The job is to output exactly the lines that run from the start of the entries through the line containing "2px #d3bdb1) drop-shadow(0", pictures omitted.

◇ ◇ ◇ ◇ ◇

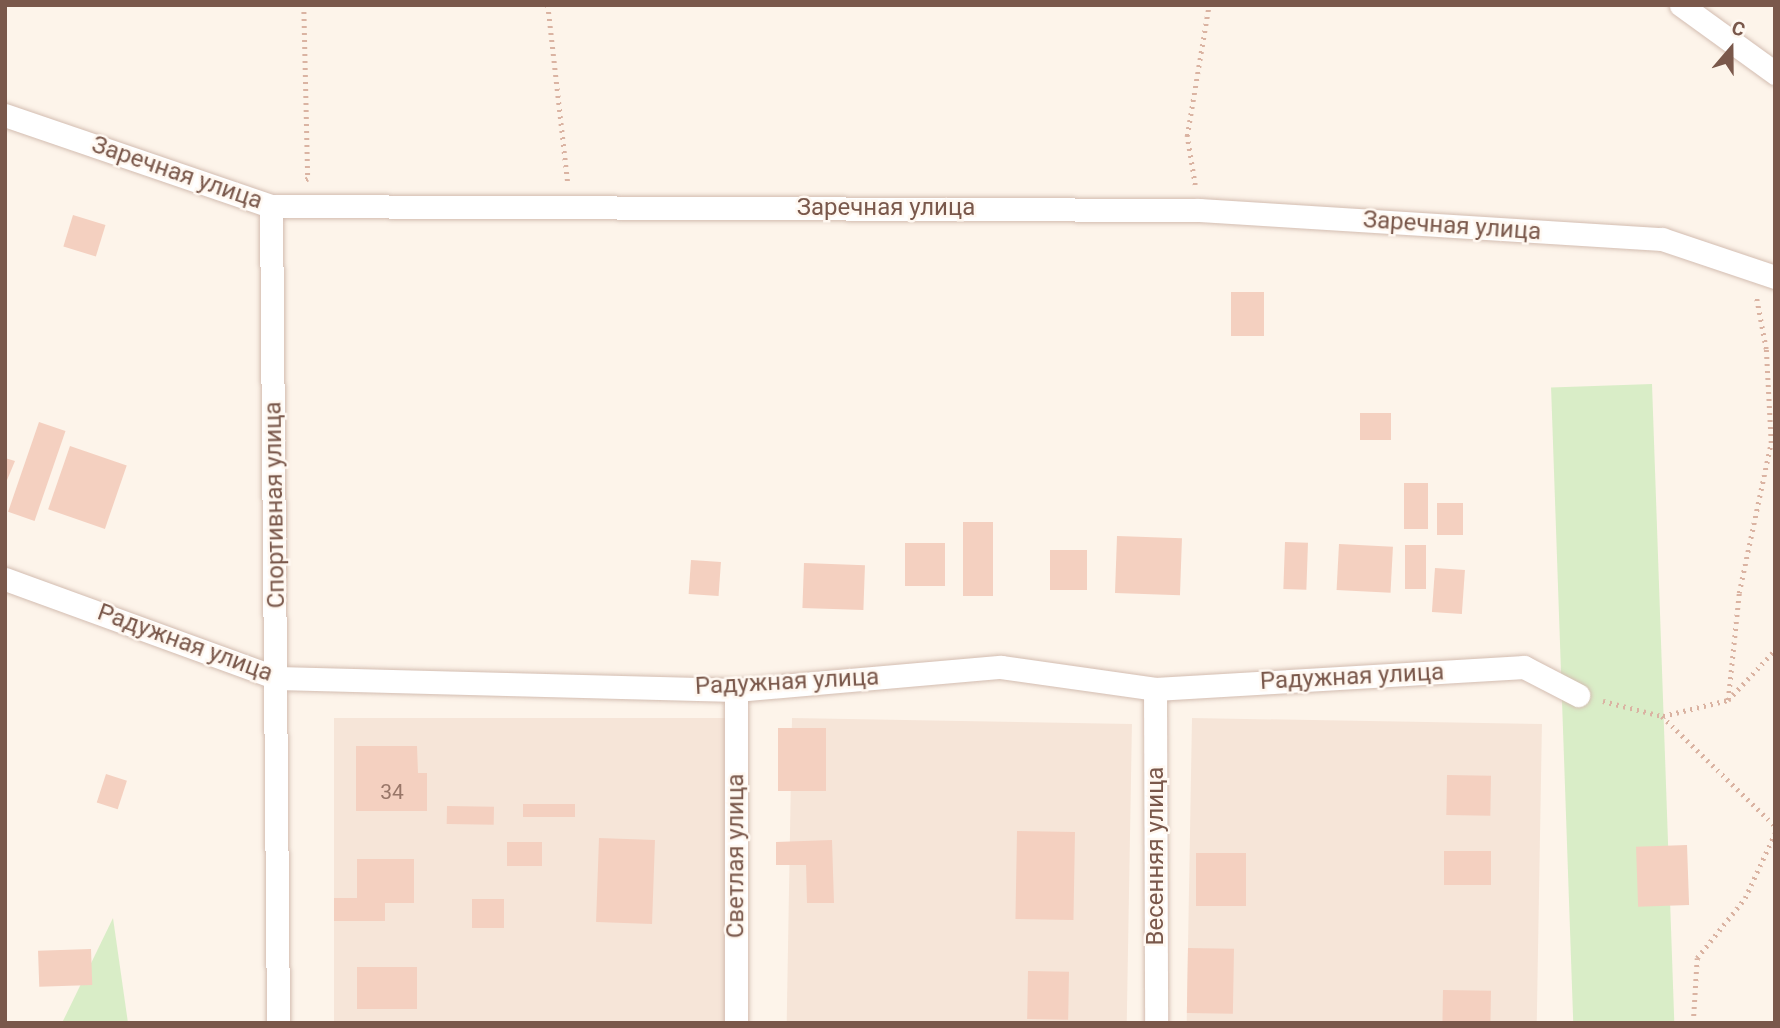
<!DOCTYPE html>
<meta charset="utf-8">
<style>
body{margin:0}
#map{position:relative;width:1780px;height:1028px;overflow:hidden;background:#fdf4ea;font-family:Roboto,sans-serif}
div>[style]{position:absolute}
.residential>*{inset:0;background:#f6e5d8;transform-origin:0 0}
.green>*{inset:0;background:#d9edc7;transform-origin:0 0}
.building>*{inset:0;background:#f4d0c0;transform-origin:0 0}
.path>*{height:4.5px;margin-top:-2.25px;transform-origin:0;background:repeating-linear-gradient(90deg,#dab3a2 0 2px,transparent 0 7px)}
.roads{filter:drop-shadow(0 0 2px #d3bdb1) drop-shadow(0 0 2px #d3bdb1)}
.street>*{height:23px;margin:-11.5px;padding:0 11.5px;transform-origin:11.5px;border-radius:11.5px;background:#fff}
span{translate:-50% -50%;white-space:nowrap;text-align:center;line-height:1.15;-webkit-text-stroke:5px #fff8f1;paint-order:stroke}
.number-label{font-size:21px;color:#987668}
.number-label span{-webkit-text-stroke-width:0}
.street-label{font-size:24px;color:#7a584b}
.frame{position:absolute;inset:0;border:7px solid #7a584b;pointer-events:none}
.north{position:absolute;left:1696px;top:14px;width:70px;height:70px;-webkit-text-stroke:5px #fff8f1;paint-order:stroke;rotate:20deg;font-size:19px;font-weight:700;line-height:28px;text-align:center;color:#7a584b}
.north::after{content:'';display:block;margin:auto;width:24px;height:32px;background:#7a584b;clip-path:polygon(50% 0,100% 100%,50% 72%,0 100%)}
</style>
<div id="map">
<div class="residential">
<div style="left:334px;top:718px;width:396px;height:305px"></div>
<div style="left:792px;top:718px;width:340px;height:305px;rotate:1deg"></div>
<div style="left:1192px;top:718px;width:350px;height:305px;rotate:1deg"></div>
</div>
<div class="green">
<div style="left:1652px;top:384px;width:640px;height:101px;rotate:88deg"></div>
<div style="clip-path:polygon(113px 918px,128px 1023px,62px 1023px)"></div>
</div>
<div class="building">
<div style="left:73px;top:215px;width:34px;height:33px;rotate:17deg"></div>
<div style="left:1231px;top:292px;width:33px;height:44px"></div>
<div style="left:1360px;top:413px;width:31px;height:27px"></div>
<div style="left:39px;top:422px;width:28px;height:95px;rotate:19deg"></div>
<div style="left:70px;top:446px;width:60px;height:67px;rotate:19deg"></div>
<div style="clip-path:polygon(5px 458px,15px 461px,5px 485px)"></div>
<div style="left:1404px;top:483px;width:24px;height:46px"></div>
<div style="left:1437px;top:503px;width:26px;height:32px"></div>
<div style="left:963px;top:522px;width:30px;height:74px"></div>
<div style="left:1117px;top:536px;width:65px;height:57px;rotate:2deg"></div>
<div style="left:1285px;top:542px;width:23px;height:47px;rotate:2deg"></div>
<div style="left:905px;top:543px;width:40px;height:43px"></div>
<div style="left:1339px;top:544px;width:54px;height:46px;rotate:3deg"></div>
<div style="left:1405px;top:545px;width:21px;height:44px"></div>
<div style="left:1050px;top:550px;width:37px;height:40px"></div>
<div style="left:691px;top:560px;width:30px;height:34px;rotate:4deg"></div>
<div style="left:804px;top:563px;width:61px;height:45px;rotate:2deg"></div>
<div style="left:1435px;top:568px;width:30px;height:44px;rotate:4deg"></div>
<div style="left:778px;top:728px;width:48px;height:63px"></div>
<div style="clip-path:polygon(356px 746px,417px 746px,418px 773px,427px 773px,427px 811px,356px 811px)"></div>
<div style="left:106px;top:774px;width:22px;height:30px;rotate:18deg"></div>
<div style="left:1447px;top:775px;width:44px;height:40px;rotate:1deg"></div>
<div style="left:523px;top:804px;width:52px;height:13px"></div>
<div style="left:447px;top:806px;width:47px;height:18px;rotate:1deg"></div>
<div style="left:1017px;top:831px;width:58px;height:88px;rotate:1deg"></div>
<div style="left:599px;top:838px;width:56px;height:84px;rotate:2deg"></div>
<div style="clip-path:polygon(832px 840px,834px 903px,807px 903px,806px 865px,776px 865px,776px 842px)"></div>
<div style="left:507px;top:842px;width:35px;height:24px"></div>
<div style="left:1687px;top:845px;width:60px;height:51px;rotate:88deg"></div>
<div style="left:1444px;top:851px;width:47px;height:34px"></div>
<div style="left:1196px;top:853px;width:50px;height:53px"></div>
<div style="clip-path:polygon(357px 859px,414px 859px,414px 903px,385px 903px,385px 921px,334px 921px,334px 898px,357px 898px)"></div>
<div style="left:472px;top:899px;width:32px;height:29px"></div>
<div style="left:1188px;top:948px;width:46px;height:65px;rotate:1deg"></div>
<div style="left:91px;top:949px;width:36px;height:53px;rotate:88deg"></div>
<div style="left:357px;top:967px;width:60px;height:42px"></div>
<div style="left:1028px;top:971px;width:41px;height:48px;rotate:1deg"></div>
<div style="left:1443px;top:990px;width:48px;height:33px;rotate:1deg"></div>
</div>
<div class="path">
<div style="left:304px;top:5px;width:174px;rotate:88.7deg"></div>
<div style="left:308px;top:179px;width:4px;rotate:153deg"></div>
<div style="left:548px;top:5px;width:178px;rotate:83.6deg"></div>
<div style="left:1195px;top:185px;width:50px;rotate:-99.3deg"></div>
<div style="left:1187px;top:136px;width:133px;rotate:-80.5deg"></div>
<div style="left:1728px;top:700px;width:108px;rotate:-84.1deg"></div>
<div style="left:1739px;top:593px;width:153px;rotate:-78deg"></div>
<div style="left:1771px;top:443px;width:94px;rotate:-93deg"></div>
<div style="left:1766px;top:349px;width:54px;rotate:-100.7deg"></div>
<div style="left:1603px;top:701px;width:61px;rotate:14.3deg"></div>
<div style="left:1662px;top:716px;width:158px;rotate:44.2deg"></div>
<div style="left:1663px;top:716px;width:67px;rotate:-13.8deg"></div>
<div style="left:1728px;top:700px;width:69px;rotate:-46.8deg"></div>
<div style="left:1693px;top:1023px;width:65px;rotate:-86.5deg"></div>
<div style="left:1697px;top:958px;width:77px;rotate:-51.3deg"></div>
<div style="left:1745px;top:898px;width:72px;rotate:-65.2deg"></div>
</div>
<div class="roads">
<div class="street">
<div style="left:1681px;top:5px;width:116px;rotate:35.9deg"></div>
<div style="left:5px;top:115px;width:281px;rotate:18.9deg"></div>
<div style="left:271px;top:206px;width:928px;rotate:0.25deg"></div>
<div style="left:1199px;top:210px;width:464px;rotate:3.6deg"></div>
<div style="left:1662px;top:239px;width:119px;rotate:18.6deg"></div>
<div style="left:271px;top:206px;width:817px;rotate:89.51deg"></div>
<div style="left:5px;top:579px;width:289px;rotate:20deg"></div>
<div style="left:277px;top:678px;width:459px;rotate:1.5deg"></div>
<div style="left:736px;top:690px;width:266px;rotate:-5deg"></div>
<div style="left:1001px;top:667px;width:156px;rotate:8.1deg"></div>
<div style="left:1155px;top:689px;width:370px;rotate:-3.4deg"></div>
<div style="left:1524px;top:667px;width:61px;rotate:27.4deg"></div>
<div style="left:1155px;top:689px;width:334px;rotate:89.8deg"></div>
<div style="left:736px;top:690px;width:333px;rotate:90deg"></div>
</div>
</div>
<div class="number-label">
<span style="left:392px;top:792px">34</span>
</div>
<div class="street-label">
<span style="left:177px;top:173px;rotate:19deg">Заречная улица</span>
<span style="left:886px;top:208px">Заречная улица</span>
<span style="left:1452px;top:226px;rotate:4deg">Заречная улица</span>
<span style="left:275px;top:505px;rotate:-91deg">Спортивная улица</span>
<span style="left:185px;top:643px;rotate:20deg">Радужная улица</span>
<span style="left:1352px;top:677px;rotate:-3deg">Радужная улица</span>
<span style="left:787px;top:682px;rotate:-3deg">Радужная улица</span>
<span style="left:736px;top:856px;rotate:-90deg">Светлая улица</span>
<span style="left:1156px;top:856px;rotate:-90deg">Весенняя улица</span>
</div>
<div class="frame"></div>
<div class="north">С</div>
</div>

◇ ◇ ◇ ◇ ◇

*Answer section*:
<!DOCTYPE html>
<meta charset="utf-8">
<style>
body{margin:0}
#map{position:relative;width:1780px;height:1028px;overflow:hidden;background:#fdf4ea;font-family:Roboto,sans-serif}
div>[style]{position:absolute}
.residential>*{inset:0;background:#f6e5d8;transform-origin:0 0}
.green>*{inset:0;background:#d9edc7;transform-origin:0 0}
.building>*{inset:0;background:#f4d0c0;transform-origin:0 0}
.path>*{height:4.5px;margin-top:-2.25px;transform-origin:0;background:repeating-linear-gradient(90deg,#dab3a2 0 2px,transparent 0 7px)}
.roads{filter:drop-shadow(0 0 2px #d3bdb1) drop-shadow(0 0 2px #d3bdb1)}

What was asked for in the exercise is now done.